I label the green block as have a width of 1 unit and a length of x units. We are going to use x to represent the unknown length. I ask students to find the area of the green block. Some students may resist and say that it is impossible. I push students to use the formula of length x width. We represent the area of the block by multiply 1 times x. I ask, “What do we get when we multiply any number by 1?” I call on students to share out. We show students that we can represent this area by writing 1x or just x, since 1 times x equals x. The area of the green block is x units squared.
I ask students, “What is the length and width of the blue block? What is the area of the blue block?” Students participate in a Think Pair Share. Students are engaging in MP5: Use appropriate tools strategically, MP6: Attend to precision, and MP7: Look for and make use of structure.
I call on students to share out their thinking. I want students to realize that if the length of the green block is x, then the length and width of the blue block is x units. A common mistake is for students to say that the area of the blue block is 2x. I ask students to repeat the formula for area of a square or rectangle. Length times width for the blue block represents x times x. Is this the same as 2x? I push students to use their blocks to prove that these two expressions are not equivalent. An area of 2x or 2 times x can be represented by putting two green blocks together. Each of the green blocks has an area of x so together they have an area of 2 times x or 2x. These blocks do not take up the same area as one of the blue blocks, so they are not equal.
If students are still struggling, I draw a square and label the sides 3. I ask students to find the area of the square. What is another way we could write the area of the square? I push students to see that we can represent the area of 3 x 3 with 3 squared. I ask students to apply this knowledge to the blue block. I want students to see that the area of the blue block can be represented by x squared units squared.
We work through problem 1 and 2 together. I want students to recognize that the x’s in Jeremy’s drawing refer to the area of the tiles while the x’s and 1’s in Harold’s picture are labeling the length and width of each tile. I want students to realize that both students are correct in their area expressions. These expressions are equivalent. I explain that when we combine measurements that have the same variable raised to the same power it is called combining like terms. I substitute numbers in for x to demonstrate the equivalence.

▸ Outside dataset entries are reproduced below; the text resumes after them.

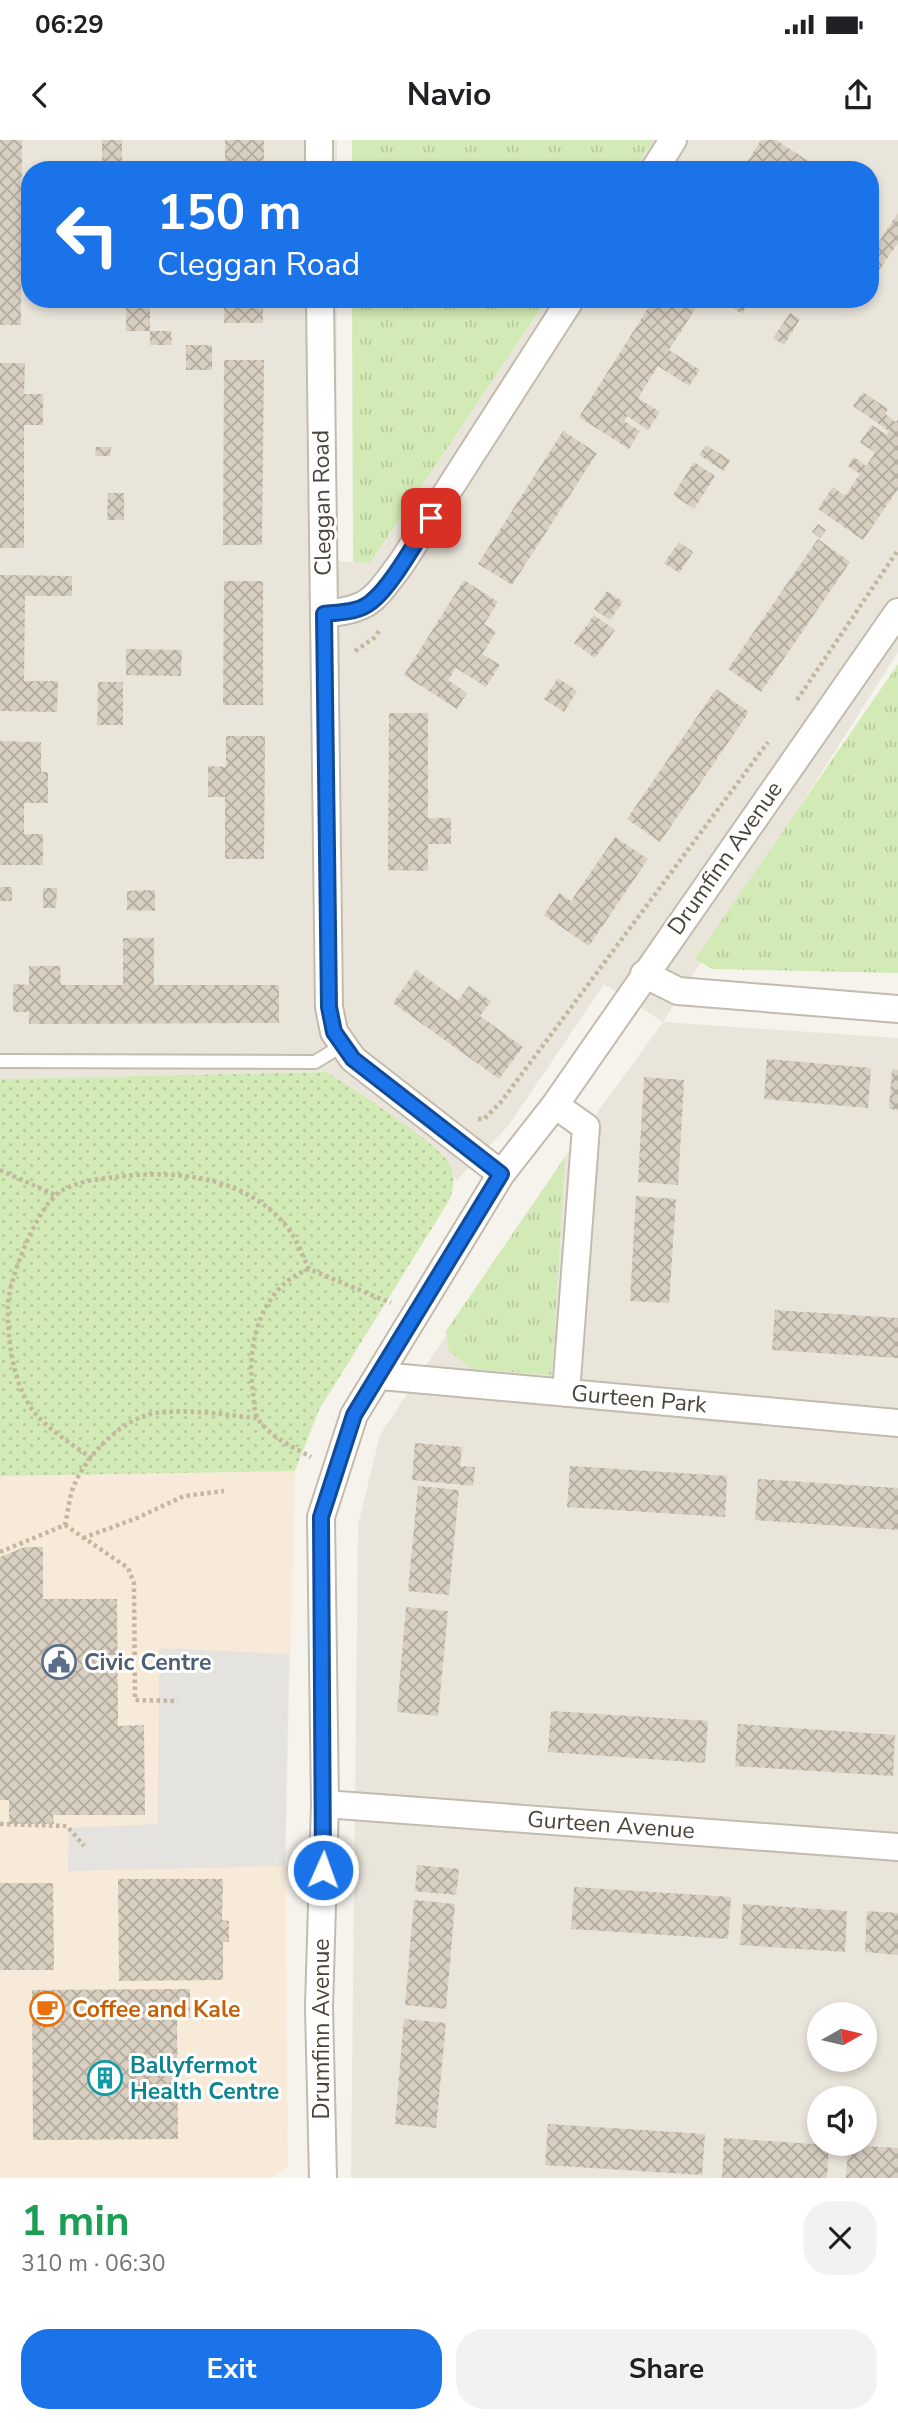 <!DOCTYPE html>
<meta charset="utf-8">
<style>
:root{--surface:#fff;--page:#f2f2f2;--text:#202124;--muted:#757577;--accent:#1a73e8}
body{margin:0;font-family:"Nunito Sans",sans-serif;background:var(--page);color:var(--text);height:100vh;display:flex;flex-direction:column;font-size:26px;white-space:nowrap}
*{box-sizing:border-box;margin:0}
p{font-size:23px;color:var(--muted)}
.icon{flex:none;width:38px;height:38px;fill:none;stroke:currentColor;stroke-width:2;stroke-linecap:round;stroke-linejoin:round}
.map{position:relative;height:2038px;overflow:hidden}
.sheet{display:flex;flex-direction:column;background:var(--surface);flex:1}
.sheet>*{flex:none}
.hud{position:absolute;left:21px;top:21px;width:858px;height:147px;border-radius:28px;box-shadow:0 4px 10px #0003;background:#1a73e8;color:#fff;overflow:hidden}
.needle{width:46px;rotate:82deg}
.controls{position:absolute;left:807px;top:1862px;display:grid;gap:14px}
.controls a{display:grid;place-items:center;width:70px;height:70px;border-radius:50%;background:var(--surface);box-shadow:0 4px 10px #0003;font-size:35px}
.pin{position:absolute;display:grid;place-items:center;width:60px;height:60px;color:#fff;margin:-30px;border-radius:14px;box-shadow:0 4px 10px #0006}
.me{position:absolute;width:77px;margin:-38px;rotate:2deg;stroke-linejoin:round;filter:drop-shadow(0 0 5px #0008)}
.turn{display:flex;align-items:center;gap:24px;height:147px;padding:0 21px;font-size:32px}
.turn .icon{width:91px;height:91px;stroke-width:2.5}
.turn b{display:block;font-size:49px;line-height:60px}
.round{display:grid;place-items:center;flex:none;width:74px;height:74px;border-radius:28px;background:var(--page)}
.head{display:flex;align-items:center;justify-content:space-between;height:119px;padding:0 21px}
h1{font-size:42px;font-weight:700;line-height:52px;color:#1e9e55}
.button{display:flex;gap:14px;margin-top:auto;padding:14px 21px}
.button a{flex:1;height:80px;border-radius:28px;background:var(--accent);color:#fff;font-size:28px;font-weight:700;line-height:80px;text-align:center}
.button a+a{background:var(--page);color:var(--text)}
.status{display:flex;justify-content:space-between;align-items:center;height:49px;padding:0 35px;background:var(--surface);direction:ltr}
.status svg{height:19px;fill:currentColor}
header{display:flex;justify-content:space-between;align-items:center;height:91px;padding:0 21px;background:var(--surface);font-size:32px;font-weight:700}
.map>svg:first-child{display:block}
</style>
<div class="status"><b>06:29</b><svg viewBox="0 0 49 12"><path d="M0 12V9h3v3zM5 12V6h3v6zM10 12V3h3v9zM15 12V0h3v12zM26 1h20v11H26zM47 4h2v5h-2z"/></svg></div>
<header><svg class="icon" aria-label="back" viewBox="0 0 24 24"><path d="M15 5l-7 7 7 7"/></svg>Navio<svg class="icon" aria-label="share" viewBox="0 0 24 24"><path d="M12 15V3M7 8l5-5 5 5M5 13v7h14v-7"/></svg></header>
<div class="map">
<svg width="898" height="2038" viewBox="0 0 898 2038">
<defs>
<pattern id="grass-tufts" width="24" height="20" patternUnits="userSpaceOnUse" patternTransform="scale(1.75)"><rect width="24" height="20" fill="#d2eab5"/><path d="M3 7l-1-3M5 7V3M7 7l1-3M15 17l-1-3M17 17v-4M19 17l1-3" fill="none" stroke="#b6ca9c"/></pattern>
<pattern id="park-dots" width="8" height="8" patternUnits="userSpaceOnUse" patternTransform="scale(1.75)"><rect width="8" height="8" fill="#d2eab5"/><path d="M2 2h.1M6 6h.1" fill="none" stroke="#b6ca9c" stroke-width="1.8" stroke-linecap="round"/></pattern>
<pattern id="building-cross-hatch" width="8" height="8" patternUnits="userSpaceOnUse" patternTransform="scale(1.75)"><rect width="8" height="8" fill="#d8cfc1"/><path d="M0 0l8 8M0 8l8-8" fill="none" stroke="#b1aa9e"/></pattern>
</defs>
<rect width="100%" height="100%" fill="#f6f3ec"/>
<path fill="#eae5da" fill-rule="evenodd" d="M0,0H337V30H30V159H337L335,421L370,423L547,159H870V30H634L654,0H898V512L663,882L898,898V2038H351L358,1385L380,1295L565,1017L663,882L604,844L509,985L456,1041L448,1021L327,932L0,939ZM819,1874H864V1920H819ZM819,1958H864V2004H819Z"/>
<path fill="#f7ead8" d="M295,1331L285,1726L288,2027L271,2038H0V1336Z"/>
<path fill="url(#grass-tufts)" d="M352,0H654L634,30H352Z
M352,159H547L370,423L353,422Z
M898,524V833L712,829L695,819Z
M565,1017L552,1235L472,1229L449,1211L446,1191Z"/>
<path fill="url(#park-dots)" d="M327,932C352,949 436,1001 449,1023C456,1037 454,1045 450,1059L319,1270L295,1331L0,1336V939Z"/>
<path fill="#e5e3e0" d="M159,1508L289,1514L285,1726L68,1731L69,1688L158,1684Z"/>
<path fill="url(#building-cross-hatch)" d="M0,0H22L21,185H0Z
M102,0H122V29H102Z
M225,0H264V30H225Z
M761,0H776L822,30H742Z
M898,73V103L870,143V115Z
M224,159H263V183H224Z
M654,159H687L697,166L669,210L700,230L689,246L658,226L638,258L660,272L648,290L627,276L624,281L640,291L629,309L579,277Z
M718,159H751L742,174Z
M126,160H150V191H171L172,205H150V191H126Z
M790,173L800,179L784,205L773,198Z
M186,205H212V230H186Z
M224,220H264L262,405H223Z
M0,223H25L24,254H43V285H24V408H0Z
M863,252L888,269L885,274L896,282L898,279V349L863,400L818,369L833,347L845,356L860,334L848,326L854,317L866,326L875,313L860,302L872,285L887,295L889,291L853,266Z
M563,291L597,313L512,445L478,424Z
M706,305L730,320L724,331L699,315Z
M96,307H111L110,316H95Z
M694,322L715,336L694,369L673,355Z
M108,353H124V380H107Z
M818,384L826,390L820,398L812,392Z
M818,399L850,422L761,552L728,529Z
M679,402L693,412L679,433L664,423Z
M0,435L72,436V456H25L24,541H58L57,572L0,571Z
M464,440L498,462L484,484L496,492L482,514L500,525L486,547L456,528L448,540L467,553L457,569L404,535Z
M224,441H263V565H223Z
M607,451L623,462L610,480L594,469Z
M594,475L615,490L595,518L574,503Z
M126,509L182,510L181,536L126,535Z
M558,538L577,551L564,572L544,559Z
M98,542H123V585H97Z
M716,549L749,572L660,702L627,679Z
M389,573H428V678H451V704H428V731L388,730Z
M226,596H265L264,719H225V657H208V626L226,627Z
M0,601L41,602V632H48V663H24V694H43V725H0Z
M615,697L648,719L589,806L544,775L559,753L571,761Z
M0,747H12V761H0Z
M43,748H57L56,768H43Z
M155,750V771L127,770V751Z
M123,798H154V845H279V883L29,884V872H13V844L29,845V826H60L61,845H123Z
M416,830L458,861L469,846L491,861L480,876L523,907L499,939L393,863Z
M767,919L871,928L868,968L764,959Z
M892,929L898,930V970L889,969Z
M644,937L684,940L678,1045L638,1042Z
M636,1056L676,1059L669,1163L630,1161Z
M775,1170L898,1178V1218L772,1210Z
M415,1303L462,1307L460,1326L475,1327L473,1346L412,1340Z
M570,1326L727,1336L725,1377L567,1367Z
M758,1339L898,1348V1390L755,1380Z
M418,1346L459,1350L449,1455L408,1451Z
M25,1407H43V1459H117L118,1586L144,1585L145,1675H53L54,1684H9V1660H0V1417Z
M406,1467L448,1471L438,1576L397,1572Z
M551,1571L708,1581L705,1623L548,1612Z
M738,1584L895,1595L893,1636L735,1626Z
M417,1725L459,1729L456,1755L415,1751Z
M118,1739H223L222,1780L229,1781V1802H223V1840L119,1841Z
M0,1743H53L54,1830H0Z
M574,1747L731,1757L728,1799L571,1789Z
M414,1760L455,1764L446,1869L405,1865Z
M743,1764L847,1771L845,1812L740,1805Z
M867,1771L898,1773V1815L865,1812Z
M190,1849V1878L177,1877L178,1999L33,2000L32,1850Z
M404,1879L446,1883L436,1988L395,1984Z
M548,1984L705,1994L702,2035L545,2025Z
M724,1998L829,2005L827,2038H722Z
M848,2005L898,2008V2038H846Z"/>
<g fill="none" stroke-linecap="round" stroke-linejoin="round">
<g stroke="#c2bbae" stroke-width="16">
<path id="lane" d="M0,921L315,922L343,905"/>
</g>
<g stroke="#c2bbae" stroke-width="30">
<path id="street" d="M319,0V30
M654,30L673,0
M320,159L329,867L334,892L353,919L501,1034
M324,474C372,469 373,460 401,424L571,159
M644,834L678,851L898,869
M555,965L586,987L566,1253
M381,1236L898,1283
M325,1664L898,1707
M323,2038L319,1867L325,1664L321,1377L354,1275L501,1034L555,965L898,472"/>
</g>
<path stroke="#c4b79f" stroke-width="4.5" stroke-dasharray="3.5 3.5" stroke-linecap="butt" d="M355,511L374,498L380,490
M797,560L898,410
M478,979H484L501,962L768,602
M0,1030L55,1055
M309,1129C260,1147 246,1206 253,1252C254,1260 254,1273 258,1279C270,1297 293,1307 311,1317
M92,1318C72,1305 49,1290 34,1272C13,1246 7,1197 8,1165C9,1138 36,1072 56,1055C71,1042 97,1039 116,1037C177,1029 251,1037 290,1091C298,1102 303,1117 309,1129L391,1163
M65,1385L128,1428L134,1443L135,1560L178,1561
M83,1398L137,1378L184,1356L224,1351
M0,1412L65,1385C68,1373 69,1359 73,1348C84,1319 115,1286 144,1276C173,1266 226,1275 257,1278
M0,1684L67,1686L84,1706"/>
<use href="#lane" stroke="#fff" stroke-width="12"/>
<use href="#street" stroke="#fff" stroke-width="26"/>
</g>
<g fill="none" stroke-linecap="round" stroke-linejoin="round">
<g stroke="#114b97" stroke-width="18">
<path id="route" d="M323,1730L321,1377L354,1275L501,1034L353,919L334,892L329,867L324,474C339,472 358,473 371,462C391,447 416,401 431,378"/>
</g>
<use href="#route" stroke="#1a73e8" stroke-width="12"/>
</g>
<defs>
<g id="civic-ring" transform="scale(1.75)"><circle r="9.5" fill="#fff" stroke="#5c6f8a" stroke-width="1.5"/><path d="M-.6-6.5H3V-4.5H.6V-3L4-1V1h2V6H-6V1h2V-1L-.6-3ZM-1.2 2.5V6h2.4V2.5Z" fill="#5c6f8a"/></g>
<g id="cafe-ring" transform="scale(1.75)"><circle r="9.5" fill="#fff" stroke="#e8710a" stroke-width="1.5"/><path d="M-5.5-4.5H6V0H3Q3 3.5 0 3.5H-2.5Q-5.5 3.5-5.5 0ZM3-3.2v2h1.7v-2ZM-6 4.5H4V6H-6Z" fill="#e8710a"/></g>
<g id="building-ring" transform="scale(1.75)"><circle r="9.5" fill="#fff" stroke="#0f9aa8" stroke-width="1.5"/><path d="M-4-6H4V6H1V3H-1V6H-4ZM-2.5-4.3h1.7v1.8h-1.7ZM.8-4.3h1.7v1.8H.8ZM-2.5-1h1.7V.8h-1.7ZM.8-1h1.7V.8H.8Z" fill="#0f9aa8"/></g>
</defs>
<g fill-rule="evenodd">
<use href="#civic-ring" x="59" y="1522"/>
<use href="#cafe-ring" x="47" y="1869"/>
<use href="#building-ring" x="105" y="1938"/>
</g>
<g text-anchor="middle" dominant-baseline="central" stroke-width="6" stroke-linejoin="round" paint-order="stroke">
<g font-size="23" fill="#4b4439" stroke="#fff">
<text transform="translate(322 363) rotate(-91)">Cleggan Road</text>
<text transform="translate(725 718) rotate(-55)">Drumfinn Avenue</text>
<text transform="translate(639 1259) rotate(5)">Gurteen Park</text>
<text transform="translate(611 1685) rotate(4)">Gurteen Avenue</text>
<text transform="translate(321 1889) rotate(-90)">Drumfinn Avenue</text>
</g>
<g font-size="23" font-weight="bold" fill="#4e5e75" stroke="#fff" text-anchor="start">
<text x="84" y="1522">Civic Centre</text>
</g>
<g font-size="23" font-weight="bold" fill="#c56008" stroke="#fff" text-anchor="start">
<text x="72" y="1869">Coffee and Kale</text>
</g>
<g font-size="23" font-weight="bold" fill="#0d838f" stroke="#fff" text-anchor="start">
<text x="130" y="1925">Ballyfermot<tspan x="130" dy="26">Health Centre</tspan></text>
</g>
</g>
</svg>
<div class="controls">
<a><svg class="needle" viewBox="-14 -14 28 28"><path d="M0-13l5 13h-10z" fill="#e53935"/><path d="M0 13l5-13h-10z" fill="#757577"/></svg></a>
<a><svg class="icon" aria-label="sound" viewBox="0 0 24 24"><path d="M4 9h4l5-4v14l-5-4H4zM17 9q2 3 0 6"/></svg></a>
</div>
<div class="pin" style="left:431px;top:378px;background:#d93025"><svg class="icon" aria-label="arrive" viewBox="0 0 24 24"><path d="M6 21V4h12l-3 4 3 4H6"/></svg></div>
<svg class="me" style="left:323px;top:1730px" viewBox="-20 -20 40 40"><circle r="17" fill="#1a73e8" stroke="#fff" stroke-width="3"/><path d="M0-11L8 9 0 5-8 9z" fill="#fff"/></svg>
<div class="hud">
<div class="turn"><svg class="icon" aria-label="left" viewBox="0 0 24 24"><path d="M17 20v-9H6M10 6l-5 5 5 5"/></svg><div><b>150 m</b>Cleggan Road</div></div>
</div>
</div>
<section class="sheet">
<div class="head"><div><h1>1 min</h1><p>310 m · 06:30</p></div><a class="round"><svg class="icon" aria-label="close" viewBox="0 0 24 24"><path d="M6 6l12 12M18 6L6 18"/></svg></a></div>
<div class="button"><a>Exit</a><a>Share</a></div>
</section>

A common mistake for problem 2 is for students to combine the two blocks, even though they have different variables. I want students to recognize that the sum of x squared and x is not equivalent to 2x or 2 x squared. Again I have students substitute numbers for x to prove that they are not equivalent. The most simplified way we can represent the area is x squared + x or x + x squared.
Students work on problems 3-5 independently. I walk around and monitor student progress and behavior. Students are engaging in MP1: Make sense of problems and persevere in solving them, MP5: Use appropriate tools strategically, and MP6: Attend to precision, and MP7: Look for and make use of structure.
If students are struggling, I ask them one or more of the following questions:
If students successfully complete the problems they can move on to the challenge question.
I tell students to flip to their work on problem 3. I ask them, “Why can’t we just count the total number of tiles to find the area?” and “Why can’t we combine the x and x-squared tiles?” Students participate in a Think Pair Share. I call on students to share their ideas. I want students to realize that we can’t count up all of the tiles because the different sized tiles represent different quantities. If I have time I ask students whether they agree or disagree with Jeremiah in 3b and why. Students are engaging in MP3: Construct viable arguments and critique the reasoning of others.